On February 1st, 2018 members of the faculty and staff at SHU and Aquinas College met to begin work on a Dominican Consortium.  The teams, led by Tony Farina and Heather Kesselring-Quakenbush, will be testing this idea in the Fall of 2018 with the long term goal of reaching out to a third institution in 2019 with the hopes presenting the results to the Dominican Colloquium in 2020. At that point, we hope to have an agreement ready to present to all of the Colleges and Universities.

G.  “Developing a Conscious in Capitalism: A Dominican Business Capstone Course”
           Dr. John Grant, OPA, Ohio Dominican University

Each student at Ohio Dominican University completes a four part 4 Pillar common core series of seminars.  Depending upon the year of study, the core courses have the students focus on questions such as what it means to be human?, what is the common good? or social justice.  In the senior year, the topic focuses on “what is truth?”  The students in various disciplines have a capstone courses that draw together their curriculum in the search for truth.

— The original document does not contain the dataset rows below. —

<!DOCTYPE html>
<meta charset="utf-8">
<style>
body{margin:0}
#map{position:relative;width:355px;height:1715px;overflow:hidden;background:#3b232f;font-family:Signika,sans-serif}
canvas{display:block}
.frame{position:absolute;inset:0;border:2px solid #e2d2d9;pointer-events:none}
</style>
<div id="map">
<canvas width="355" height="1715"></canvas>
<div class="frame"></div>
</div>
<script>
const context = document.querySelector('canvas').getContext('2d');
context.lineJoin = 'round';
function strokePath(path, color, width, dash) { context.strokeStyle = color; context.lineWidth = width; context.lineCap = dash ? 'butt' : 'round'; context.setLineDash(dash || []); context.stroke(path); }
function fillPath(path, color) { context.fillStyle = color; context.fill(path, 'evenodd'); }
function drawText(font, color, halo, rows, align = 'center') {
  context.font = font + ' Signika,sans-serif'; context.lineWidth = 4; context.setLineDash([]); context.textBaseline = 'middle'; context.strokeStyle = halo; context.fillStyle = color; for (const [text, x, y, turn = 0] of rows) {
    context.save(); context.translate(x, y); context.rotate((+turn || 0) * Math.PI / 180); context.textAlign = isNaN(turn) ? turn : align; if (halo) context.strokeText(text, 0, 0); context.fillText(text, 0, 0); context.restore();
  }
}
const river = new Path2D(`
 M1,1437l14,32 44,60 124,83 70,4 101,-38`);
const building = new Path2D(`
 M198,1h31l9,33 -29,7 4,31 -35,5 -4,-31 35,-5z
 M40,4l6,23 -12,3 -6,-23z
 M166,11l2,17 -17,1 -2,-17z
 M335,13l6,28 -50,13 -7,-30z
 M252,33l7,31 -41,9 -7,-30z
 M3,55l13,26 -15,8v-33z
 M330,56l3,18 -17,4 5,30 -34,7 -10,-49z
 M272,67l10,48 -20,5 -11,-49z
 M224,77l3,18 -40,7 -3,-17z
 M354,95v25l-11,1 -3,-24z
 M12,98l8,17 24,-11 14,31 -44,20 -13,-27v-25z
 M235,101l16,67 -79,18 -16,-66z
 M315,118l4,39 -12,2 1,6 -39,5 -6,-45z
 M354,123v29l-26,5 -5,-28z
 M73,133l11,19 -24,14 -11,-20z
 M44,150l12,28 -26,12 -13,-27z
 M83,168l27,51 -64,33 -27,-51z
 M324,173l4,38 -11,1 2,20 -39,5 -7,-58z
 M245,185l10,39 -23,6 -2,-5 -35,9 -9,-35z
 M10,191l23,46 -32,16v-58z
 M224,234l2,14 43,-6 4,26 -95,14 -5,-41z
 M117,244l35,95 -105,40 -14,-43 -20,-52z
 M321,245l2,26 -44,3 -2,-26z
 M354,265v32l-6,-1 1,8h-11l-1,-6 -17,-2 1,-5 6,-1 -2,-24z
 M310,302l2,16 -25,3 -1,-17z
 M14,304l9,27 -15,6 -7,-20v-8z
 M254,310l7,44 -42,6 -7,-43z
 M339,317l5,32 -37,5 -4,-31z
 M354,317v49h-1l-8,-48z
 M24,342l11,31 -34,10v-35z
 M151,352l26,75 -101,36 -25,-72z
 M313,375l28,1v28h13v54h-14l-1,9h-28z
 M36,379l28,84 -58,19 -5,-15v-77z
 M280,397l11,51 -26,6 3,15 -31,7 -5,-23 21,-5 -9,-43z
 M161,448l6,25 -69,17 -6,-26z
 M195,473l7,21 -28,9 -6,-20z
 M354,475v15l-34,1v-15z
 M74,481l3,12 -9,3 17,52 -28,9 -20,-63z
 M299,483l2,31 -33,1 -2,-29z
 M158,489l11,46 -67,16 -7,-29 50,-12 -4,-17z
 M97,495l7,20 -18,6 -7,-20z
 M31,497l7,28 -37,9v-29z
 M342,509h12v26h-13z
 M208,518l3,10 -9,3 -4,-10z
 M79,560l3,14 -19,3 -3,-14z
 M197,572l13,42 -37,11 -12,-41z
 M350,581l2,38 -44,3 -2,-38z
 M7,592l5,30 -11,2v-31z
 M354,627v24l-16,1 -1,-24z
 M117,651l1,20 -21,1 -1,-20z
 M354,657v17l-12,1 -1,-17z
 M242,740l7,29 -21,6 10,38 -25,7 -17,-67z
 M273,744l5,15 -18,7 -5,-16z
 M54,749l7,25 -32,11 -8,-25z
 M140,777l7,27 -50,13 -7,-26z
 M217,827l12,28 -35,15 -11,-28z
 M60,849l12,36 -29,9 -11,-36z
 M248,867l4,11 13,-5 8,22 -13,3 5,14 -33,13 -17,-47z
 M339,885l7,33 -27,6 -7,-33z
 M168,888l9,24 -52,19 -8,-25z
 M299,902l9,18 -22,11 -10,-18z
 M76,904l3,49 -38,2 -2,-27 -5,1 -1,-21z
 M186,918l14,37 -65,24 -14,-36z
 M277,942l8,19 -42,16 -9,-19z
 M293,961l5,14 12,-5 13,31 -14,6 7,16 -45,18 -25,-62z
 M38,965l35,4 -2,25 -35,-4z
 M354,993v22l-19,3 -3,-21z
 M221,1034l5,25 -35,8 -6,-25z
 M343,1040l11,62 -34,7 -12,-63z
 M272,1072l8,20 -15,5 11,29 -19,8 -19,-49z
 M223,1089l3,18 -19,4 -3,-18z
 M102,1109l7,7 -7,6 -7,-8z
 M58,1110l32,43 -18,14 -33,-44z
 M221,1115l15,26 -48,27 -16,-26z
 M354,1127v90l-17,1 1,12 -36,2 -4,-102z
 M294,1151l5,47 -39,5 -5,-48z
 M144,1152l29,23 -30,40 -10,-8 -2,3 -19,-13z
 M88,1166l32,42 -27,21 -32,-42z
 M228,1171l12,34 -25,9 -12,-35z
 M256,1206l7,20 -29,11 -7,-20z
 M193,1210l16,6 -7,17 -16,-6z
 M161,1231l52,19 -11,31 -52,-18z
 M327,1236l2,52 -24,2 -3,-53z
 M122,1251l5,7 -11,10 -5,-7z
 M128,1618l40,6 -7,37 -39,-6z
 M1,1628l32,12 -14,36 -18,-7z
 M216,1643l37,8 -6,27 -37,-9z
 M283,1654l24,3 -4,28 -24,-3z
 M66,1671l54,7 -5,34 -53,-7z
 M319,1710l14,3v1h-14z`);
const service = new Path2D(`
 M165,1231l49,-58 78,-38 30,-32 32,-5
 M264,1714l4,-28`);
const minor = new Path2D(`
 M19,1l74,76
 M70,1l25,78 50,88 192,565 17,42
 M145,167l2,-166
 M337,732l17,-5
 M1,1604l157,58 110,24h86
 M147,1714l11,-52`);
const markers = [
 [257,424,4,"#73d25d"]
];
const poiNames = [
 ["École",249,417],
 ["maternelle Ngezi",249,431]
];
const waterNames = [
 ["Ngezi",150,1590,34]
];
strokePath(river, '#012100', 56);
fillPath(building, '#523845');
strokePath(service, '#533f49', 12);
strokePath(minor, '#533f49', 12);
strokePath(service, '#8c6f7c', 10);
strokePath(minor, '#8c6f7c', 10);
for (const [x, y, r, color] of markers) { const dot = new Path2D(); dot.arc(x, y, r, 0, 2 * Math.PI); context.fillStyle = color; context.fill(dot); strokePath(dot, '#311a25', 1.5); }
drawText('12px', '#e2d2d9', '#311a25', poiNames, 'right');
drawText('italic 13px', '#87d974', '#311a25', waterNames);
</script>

As the program coordinator for the business program at Ohio Dominican University, I have developed a capstone course for Ohio Dominican business students around the ideals of “Conscious Capitalism”.  I would like to share the design and structure of this course from the common readings, theoretical frameworks and the involvement of a student simulation.

In my presentation, I will explore the principles of this relatively new movement in business popularized in books and articles by the founder of Whole Foods’ John Mackey and his research partner Raj Sisodia.  The approach calls for businesses to serve the interests of all major stakeholders—customers, employees, investors, communities, suppliers, and the environment.  I will present my approach to teaching this concept and outline how using a business simulation engages the students into experiencing the benefits and challenges of operating a conscious business in contrast to the traditional profit-maximizing business paradigm.

Teaching ethical and sustainability matters can be tricky and difficult. I will review discussions and case studies that are helpful.  Additionally, I will show how students appreciate the opportunity to make their own decisions in a simulation experience with limited financial resources and the heat of relentless competition.  The team based projects have students consider all of a firm’s stakeholders, including customers, stockholders, employees, suppliers, and the community.  They deal with ethical, environmental and sustainability issues in addition to the normal management challenges of running a business.  Some of the programs reviewed would include:

  • Green Management, Energy, and Corporate Social Responsibility
  • Sustainable Global Enterprise
  • Environmental Management for Business
  • Sustainable Management
  • Corporate Responsibility
  • Business Ethics

Finally, I will conclude the presentation with a look at the metrics for assessing student learning and determining course grades.  I utilize a business approach known as a balanced scorecard, and will examine how hard measures such as profitability, customer satisfaction, market share, and human resource management are merged with soft metric measures of how well the conscious actions of each firm satisfied all stakeholders’ values.  I would answer questions and discuss how this course has helped develop Ohio Dominican business graduates in seeking truth.